Exercise brief: Looking through the data below, work out how many lines have the word "Merwehaven". Reply with that number only.

Collected data:
::::::

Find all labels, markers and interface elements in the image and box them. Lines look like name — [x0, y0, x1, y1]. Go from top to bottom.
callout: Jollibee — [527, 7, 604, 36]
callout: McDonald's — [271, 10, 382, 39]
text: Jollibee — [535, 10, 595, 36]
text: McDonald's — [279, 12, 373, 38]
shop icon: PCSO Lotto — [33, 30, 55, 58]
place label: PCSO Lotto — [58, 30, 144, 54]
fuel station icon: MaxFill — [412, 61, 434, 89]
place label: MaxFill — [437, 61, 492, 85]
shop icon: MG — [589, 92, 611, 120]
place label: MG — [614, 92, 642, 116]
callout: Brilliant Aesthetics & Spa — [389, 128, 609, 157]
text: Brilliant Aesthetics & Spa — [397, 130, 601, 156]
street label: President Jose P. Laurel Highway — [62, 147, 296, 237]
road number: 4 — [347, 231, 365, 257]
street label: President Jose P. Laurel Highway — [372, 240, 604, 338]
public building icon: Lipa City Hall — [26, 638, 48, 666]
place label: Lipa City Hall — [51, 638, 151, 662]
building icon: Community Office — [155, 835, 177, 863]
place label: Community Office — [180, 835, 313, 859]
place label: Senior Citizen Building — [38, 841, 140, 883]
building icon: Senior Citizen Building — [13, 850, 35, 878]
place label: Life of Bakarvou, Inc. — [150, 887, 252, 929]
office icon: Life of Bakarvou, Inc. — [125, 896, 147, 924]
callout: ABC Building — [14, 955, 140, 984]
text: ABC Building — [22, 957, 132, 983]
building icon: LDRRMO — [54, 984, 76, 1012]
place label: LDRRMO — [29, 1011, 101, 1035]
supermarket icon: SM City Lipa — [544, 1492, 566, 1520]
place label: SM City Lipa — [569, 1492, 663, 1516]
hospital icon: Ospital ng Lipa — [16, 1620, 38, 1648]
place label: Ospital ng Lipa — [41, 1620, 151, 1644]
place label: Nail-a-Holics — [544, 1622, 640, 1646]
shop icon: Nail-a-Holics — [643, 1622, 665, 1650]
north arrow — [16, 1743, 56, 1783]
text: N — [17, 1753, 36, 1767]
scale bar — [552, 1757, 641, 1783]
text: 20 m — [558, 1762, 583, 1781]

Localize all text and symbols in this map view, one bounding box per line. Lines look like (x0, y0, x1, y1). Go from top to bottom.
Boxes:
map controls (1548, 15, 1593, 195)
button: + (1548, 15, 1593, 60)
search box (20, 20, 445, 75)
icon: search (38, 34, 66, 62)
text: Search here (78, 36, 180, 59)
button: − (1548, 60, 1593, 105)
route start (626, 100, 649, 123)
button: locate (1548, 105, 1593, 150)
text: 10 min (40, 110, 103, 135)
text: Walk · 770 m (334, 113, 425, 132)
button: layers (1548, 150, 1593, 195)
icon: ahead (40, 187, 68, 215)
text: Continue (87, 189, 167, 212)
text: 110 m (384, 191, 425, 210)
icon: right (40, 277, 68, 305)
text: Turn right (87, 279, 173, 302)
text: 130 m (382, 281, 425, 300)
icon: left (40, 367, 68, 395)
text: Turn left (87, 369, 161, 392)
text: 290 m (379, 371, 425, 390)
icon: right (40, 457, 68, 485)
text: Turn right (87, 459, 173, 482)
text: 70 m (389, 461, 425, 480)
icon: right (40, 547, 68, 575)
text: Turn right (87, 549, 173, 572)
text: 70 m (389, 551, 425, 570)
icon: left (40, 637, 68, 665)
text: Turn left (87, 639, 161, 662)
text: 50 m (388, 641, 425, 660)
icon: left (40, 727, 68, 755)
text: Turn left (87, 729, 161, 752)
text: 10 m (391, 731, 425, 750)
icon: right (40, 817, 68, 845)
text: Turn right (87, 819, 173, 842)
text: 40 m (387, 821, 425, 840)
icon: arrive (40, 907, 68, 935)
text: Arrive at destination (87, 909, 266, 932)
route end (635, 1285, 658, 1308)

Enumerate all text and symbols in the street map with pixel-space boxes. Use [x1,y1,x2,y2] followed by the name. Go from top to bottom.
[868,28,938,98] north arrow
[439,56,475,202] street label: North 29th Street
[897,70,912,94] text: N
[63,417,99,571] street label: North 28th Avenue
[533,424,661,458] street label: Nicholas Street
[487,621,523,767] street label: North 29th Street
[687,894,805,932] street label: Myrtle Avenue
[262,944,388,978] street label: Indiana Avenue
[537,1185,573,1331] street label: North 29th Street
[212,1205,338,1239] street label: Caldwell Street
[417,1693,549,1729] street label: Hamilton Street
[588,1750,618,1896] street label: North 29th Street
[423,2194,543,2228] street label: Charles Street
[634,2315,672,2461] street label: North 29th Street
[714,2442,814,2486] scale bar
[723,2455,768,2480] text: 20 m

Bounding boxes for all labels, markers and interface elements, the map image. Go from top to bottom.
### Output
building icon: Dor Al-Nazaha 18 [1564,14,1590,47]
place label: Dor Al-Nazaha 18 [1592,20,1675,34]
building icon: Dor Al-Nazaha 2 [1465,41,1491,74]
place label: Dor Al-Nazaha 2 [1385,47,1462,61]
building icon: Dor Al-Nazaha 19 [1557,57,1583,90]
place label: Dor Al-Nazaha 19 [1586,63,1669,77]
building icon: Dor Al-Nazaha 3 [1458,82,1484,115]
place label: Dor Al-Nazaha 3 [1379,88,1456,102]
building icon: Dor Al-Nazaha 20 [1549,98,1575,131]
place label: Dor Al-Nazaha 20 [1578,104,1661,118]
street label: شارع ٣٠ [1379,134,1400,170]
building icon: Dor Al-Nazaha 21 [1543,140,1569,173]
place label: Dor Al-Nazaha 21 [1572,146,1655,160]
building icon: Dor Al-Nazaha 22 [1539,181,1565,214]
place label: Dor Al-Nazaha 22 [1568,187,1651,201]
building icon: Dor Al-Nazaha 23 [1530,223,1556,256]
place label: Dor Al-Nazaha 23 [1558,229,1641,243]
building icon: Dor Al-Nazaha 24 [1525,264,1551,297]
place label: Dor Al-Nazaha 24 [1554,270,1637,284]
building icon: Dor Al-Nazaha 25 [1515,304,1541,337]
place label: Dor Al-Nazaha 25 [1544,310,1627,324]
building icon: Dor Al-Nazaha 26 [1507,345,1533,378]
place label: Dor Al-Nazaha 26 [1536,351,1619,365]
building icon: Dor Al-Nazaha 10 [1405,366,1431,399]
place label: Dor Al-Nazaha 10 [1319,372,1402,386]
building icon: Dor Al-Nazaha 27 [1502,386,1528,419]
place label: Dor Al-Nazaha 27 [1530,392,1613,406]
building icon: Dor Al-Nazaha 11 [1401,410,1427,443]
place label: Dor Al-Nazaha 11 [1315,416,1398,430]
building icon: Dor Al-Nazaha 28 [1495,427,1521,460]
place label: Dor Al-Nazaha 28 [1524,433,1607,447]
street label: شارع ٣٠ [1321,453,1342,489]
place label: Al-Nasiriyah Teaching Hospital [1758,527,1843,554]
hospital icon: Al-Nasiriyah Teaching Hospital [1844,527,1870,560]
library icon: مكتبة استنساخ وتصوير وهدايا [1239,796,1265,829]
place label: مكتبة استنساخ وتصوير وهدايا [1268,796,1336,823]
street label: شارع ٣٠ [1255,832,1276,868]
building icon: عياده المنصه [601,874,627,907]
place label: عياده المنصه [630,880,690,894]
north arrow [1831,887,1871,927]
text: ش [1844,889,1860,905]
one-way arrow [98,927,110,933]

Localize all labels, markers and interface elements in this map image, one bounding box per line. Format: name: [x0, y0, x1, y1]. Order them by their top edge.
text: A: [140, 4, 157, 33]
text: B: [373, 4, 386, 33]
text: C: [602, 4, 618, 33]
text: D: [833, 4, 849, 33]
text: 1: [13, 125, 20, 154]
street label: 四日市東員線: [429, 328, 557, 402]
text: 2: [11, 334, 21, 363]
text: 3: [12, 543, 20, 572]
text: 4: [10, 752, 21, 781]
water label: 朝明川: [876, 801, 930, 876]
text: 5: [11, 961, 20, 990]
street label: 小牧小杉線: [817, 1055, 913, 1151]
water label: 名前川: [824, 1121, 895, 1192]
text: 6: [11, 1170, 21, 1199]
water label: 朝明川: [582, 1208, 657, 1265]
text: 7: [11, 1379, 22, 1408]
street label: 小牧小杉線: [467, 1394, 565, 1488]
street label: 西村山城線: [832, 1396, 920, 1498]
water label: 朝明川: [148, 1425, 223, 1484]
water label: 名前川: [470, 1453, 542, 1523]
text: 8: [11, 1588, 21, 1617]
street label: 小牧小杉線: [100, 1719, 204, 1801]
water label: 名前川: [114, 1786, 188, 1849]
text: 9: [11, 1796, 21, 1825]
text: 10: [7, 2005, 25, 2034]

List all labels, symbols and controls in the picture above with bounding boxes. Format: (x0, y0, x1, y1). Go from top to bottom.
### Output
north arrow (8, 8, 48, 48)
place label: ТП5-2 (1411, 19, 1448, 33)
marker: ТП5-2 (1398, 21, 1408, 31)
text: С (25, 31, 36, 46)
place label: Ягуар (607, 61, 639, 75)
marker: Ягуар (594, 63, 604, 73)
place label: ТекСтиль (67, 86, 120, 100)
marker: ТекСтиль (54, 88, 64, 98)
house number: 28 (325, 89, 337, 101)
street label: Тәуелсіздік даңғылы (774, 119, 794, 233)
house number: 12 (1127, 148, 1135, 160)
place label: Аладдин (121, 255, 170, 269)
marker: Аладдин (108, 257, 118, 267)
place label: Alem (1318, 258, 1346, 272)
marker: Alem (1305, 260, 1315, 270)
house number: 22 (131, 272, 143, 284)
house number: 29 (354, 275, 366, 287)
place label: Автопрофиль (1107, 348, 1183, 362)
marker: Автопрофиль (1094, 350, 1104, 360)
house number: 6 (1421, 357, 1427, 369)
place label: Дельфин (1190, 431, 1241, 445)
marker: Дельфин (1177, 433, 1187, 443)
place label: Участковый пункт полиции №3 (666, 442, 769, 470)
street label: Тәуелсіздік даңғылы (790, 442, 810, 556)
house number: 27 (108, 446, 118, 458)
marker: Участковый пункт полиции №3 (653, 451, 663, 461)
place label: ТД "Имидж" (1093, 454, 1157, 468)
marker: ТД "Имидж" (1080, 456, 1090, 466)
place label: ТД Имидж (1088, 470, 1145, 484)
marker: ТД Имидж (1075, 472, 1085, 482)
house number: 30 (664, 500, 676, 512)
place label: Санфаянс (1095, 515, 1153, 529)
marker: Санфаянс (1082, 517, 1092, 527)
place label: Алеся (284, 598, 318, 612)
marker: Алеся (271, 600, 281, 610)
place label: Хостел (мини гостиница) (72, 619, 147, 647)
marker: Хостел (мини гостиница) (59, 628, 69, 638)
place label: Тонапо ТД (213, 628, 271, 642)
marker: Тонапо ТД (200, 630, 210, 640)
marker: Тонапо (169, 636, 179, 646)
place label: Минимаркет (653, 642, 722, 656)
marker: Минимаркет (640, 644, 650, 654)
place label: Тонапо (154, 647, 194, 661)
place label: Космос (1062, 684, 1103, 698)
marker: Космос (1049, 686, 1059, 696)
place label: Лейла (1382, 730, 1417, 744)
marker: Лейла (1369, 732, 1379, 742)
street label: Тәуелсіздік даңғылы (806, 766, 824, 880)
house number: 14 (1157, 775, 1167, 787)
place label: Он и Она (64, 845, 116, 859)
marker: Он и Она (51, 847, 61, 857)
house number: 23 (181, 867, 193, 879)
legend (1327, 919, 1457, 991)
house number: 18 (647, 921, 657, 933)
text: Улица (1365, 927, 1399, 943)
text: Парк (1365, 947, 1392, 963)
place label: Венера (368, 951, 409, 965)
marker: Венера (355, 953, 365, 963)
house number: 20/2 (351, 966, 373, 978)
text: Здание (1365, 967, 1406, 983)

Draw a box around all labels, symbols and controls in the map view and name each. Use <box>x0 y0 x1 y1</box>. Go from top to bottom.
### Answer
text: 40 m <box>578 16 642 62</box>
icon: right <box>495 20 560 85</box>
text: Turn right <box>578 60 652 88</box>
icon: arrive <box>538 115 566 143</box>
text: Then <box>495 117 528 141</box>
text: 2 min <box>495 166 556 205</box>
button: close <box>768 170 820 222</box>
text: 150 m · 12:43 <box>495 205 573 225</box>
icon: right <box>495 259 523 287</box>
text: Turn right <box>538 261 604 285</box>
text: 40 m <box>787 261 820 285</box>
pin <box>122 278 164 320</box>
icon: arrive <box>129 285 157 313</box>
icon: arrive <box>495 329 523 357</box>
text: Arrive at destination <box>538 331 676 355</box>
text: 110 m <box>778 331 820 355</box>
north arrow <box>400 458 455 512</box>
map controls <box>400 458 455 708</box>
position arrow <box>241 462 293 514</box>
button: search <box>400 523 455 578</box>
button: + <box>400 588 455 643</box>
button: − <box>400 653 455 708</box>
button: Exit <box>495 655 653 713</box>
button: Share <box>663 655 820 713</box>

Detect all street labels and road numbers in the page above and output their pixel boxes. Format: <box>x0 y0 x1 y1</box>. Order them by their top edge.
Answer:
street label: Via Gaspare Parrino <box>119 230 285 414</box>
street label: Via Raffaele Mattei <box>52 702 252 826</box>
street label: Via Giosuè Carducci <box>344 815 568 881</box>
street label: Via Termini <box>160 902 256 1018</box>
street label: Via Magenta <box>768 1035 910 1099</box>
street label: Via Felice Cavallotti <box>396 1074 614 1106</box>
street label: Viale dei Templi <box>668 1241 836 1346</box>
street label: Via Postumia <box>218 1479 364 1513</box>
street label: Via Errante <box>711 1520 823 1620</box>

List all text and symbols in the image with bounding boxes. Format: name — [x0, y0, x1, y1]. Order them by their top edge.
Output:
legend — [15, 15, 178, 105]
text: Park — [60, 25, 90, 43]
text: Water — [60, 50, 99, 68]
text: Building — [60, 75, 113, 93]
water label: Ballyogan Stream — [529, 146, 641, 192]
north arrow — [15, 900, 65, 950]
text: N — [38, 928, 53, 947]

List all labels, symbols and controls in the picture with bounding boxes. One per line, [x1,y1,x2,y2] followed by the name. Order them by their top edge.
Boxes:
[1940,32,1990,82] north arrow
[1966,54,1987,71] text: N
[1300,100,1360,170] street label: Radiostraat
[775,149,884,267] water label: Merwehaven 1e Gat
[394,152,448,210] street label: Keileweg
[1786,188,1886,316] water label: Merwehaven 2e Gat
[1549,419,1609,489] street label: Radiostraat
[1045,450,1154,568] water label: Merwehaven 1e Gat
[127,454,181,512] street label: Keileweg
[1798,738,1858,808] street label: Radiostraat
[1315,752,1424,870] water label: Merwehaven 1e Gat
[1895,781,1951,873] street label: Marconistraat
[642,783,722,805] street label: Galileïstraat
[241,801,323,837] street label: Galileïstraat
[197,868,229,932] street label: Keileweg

::::::

Result for this exercise: 4